═════ Dataset records

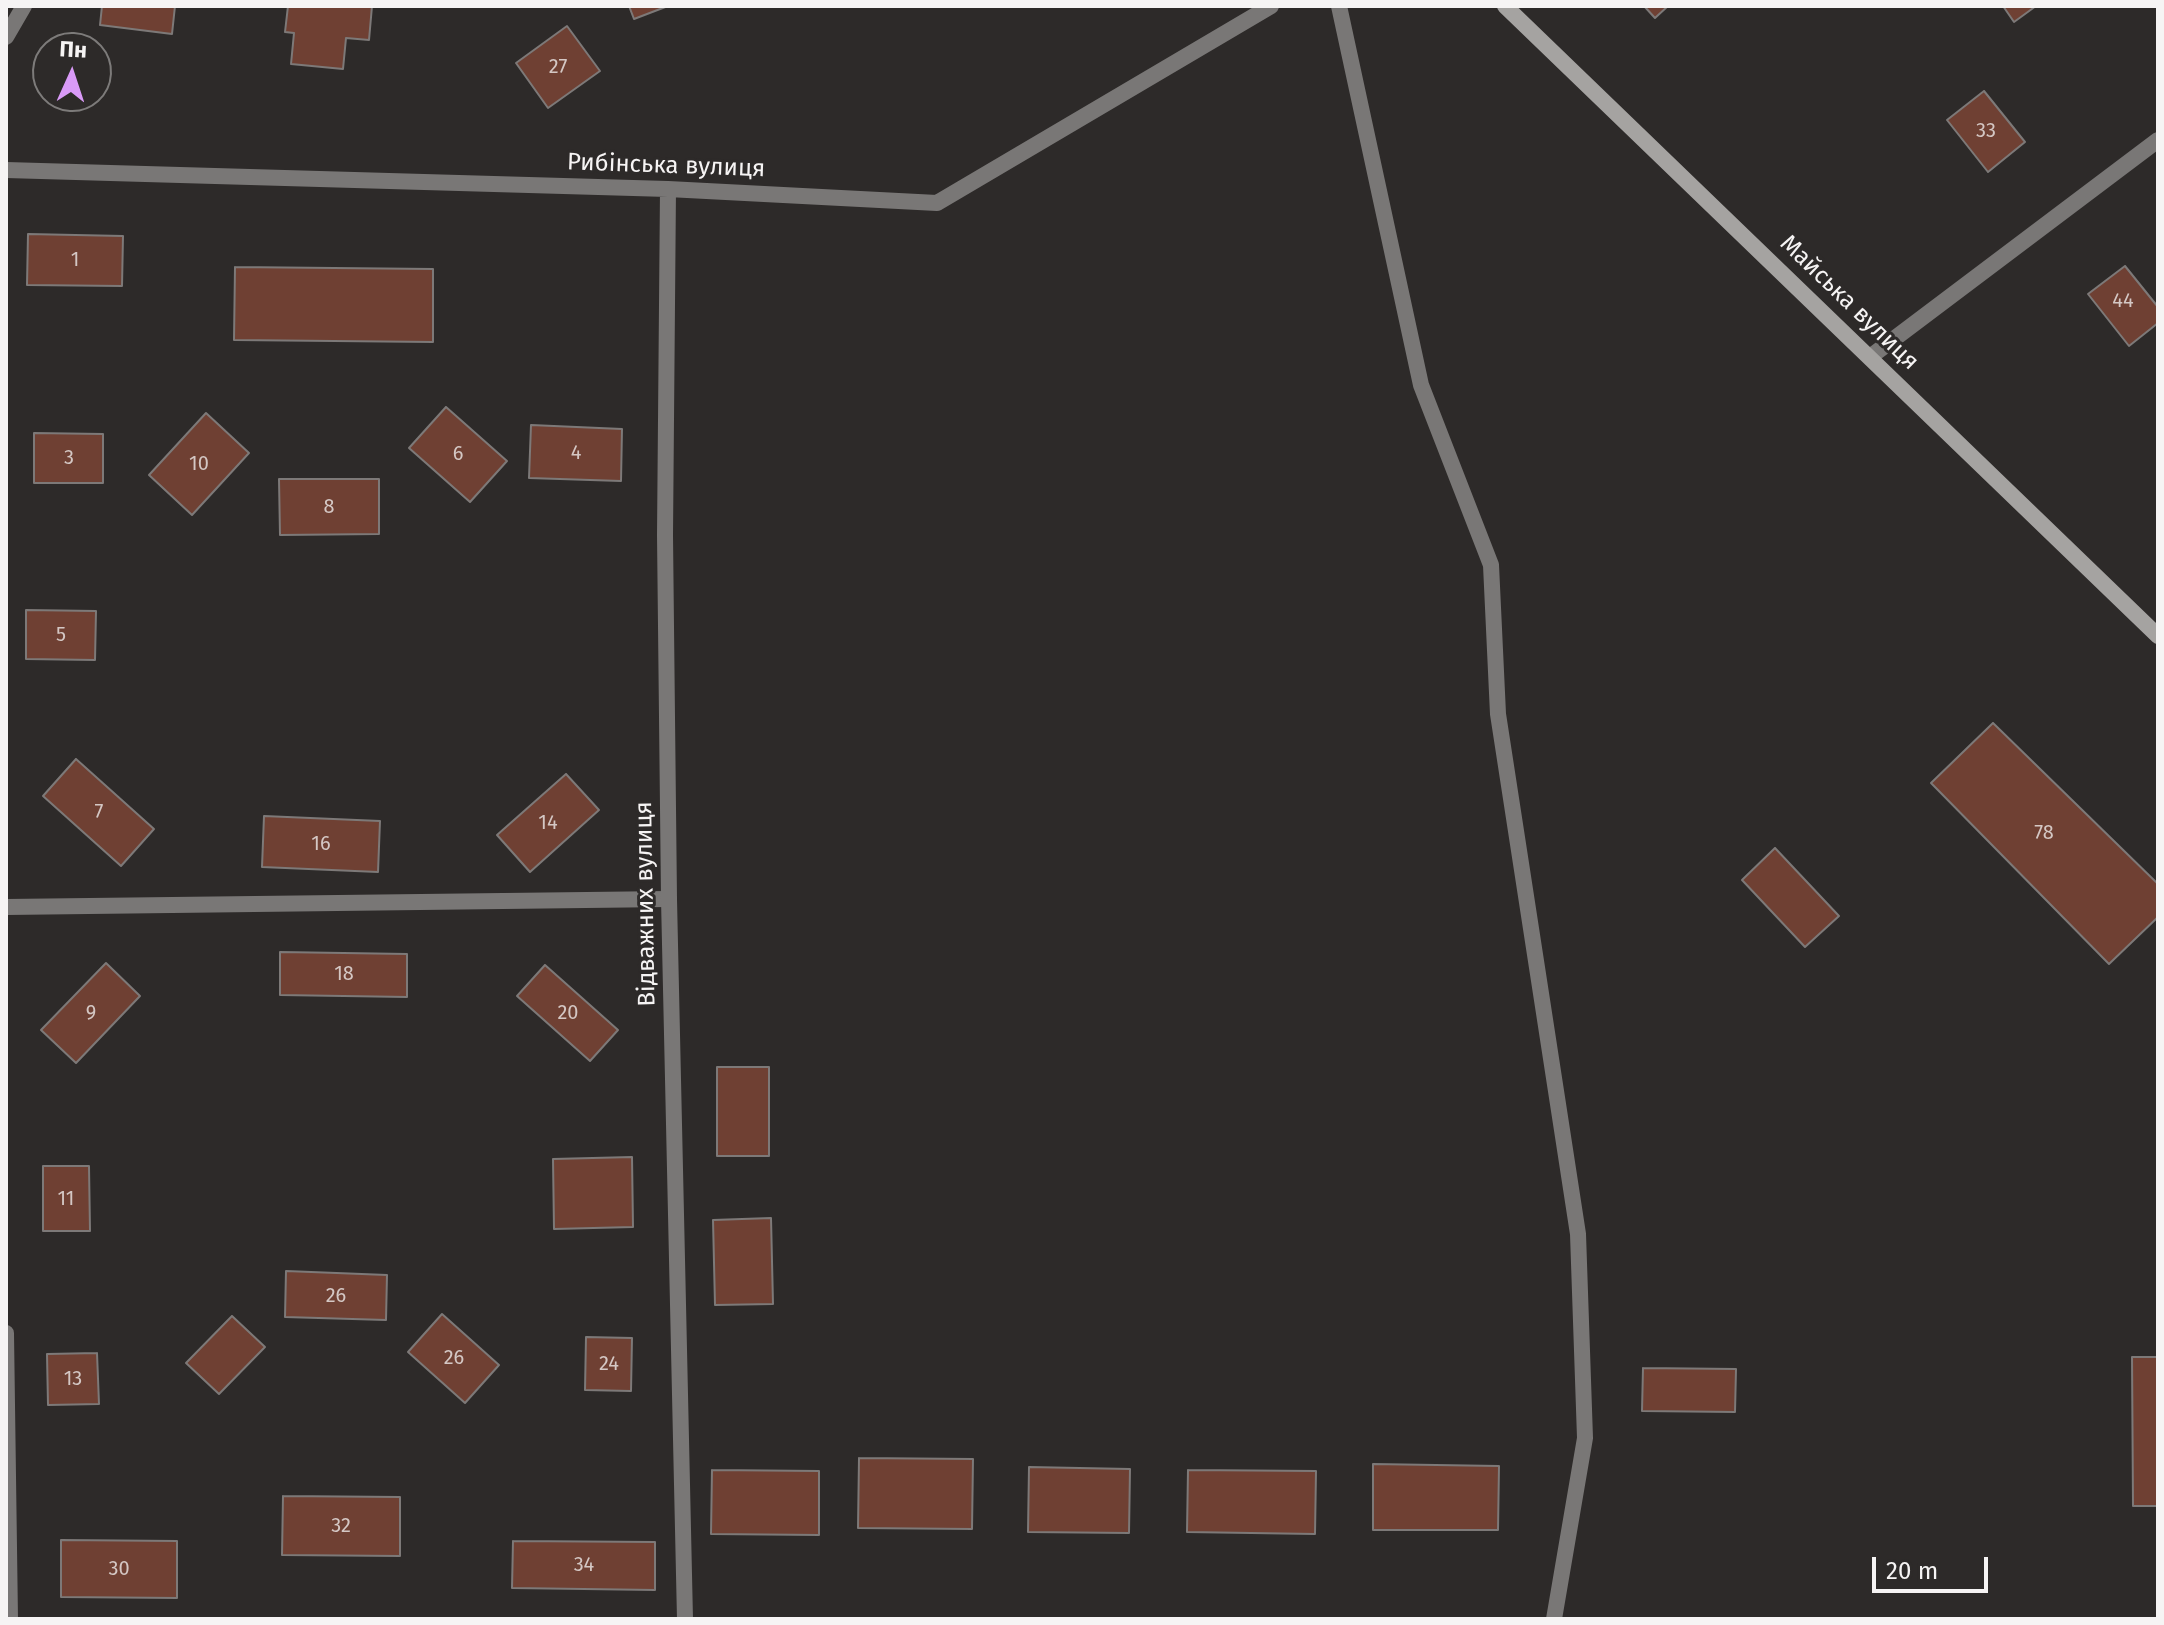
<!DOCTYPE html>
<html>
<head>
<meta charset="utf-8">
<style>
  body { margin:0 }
  #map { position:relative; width:2164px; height:1625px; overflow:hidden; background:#2d2a29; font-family:"Fira Sans",sans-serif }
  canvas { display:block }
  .frame { position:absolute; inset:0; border:8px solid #f6f4f4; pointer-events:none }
  .north { position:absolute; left:32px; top:32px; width:80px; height:80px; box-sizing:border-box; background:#2d2a29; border:2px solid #7d7b7a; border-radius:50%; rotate:3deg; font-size:22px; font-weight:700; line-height:32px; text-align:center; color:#f6f4f4 }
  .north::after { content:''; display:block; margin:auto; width:28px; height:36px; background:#d99af7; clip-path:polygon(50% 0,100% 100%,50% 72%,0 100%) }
  .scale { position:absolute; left:1872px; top:1557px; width:116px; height:36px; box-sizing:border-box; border:4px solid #f6f4f4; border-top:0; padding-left:10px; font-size:24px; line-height:28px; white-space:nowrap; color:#f6f4f4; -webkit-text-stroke:6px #2d2a29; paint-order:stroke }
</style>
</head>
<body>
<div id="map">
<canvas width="2164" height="1625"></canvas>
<div class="frame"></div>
<div class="north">Пн</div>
<div class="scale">20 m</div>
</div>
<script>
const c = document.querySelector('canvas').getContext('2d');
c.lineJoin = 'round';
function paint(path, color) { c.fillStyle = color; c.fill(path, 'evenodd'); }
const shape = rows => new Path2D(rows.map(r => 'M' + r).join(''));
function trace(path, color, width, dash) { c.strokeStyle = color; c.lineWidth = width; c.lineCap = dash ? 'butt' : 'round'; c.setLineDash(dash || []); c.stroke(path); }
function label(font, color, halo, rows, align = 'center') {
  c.font = font + ' "Fira Sans",sans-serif'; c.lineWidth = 6; c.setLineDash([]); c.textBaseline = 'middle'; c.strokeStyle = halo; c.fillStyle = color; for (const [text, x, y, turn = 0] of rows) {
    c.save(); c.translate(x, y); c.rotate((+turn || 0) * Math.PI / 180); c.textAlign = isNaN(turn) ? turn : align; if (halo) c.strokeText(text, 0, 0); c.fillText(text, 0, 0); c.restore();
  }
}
const building = shape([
  [102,6,175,6,172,34,100,25,102,6],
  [288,6,372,6,369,40,346,38,343,69,291,64,294,33,285,32,288,6],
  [629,6,668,6,634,19,629,6],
  [1644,6,1668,6,1655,18,1644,6],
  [2003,6,2036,6,2014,22,2003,6],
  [567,26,600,71,548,108,516,63,567,26],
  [1984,91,2025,142,1988,172,1947,120,1984,91],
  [28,234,123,236,122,286,27,285,28,234],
  [2125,266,2158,307,2158,323,2129,346,2088,294,2125,266],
  [235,267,433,269,433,342,234,340,235,267],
  [446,407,507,461,470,502,409,448,446,407],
  [206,413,249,453,192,515,149,475,206,413],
  [531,425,622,429,621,481,529,478,531,425],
  [34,433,103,434,103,483,34,483,34,433],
  [279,479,379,479,379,534,280,535,279,479],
  [26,610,96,611,95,660,26,659,26,610],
  [1993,723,2158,884,2158,917,2109,964,1931,783,1993,723],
  [76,759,154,829,121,866,43,796,76,759],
  [566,774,599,810,530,872,497,835,566,774],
  [264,816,380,821,378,872,262,867,264,816],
  [1775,848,1839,916,1805,947,1742,880,1775,848],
  [280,952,407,954,407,997,280,995,280,952],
  [106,963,140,996,76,1063,41,1030,106,963],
  [545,965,618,1030,590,1061,517,996,545,965],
  [717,1067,769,1067,769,1156,717,1156,717,1067],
  [632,1157,633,1227,554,1229,553,1159,632,1157],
  [43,1166,89,1166,90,1231,43,1231,43,1166],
  [771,1218,773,1304,715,1305,713,1220,771,1218],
  [286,1271,387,1275,386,1320,285,1317,286,1271],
  [442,1314,499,1365,465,1403,408,1352,442,1314],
  [232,1316,265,1347,219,1394,186,1363,232,1316],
  [586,1337,632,1338,631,1391,585,1390,586,1337],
  [97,1353,99,1404,48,1405,47,1354,97,1353],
  [2132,1357,2158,1357,2158,1506,2133,1506,2132,1357],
  [1643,1368,1736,1369,1735,1412,1642,1411,1643,1368],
  [859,1458,973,1459,972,1529,858,1528,859,1458],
  [1373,1464,1499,1466,1498,1530,1373,1530,1373,1464],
  [1029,1467,1130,1469,1129,1533,1028,1532,1029,1467],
  [712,1470,819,1471,819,1535,711,1534,712,1470],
  [1188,1470,1316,1471,1315,1534,1187,1532,1188,1470],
  [283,1496,400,1497,400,1556,282,1555,283,1496],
  [61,1540,177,1541,177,1598,61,1597,61,1540],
  [513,1541,655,1542,655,1590,512,1588,513,1541]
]);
const lane = shape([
  [1339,6,1421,385,1491,565,1498,714,1578,1234,1585,1438,1554,1619],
  [6,907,669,899]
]);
const street = shape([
  [6,37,24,6],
  [6,170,668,189,937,203,1271,6],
  [668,189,665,535,669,899,685,1619],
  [1870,357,2158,140],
  [6,1333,10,1619]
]);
const secondary = shape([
  [1505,6,2158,636]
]);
const numberNames = [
  ["27",558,67],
  ["33",1986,131],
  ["1",75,260],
  ["44",2123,301],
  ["4",576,453],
  ["6",458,454],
  ["3",69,458],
  ["10",199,464],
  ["8",329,507],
  ["5",61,635],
  ["7",99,812],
  ["14",548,823],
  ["78",2044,833],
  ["16",321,844],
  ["18",344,974],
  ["9",91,1013],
  ["20",568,1013],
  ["11",66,1199],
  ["26",336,1296],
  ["26",454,1358],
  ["24",609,1364],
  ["13",73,1379],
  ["32",341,1526],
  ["34",584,1565],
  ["30",119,1569]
];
const streetNames = [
  ["Рибінська вулиця",666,166,2],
  ["Майська вулиця",1849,303,44],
  ["Відважних вулиця",646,904,-91]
];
paint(building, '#6f4033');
trace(building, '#7d7978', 2);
trace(lane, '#797776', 16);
trace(street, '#797776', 16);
trace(secondary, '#a5a3a1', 16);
label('20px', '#d4c7c4', null, numberNames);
label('24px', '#f6f4f4', '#2d2a29', streetNames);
</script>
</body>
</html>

══════════

**Instructions to follow**
Your answer must be a single number: the count of lines in the records above that contain "function".

**Written answer**
3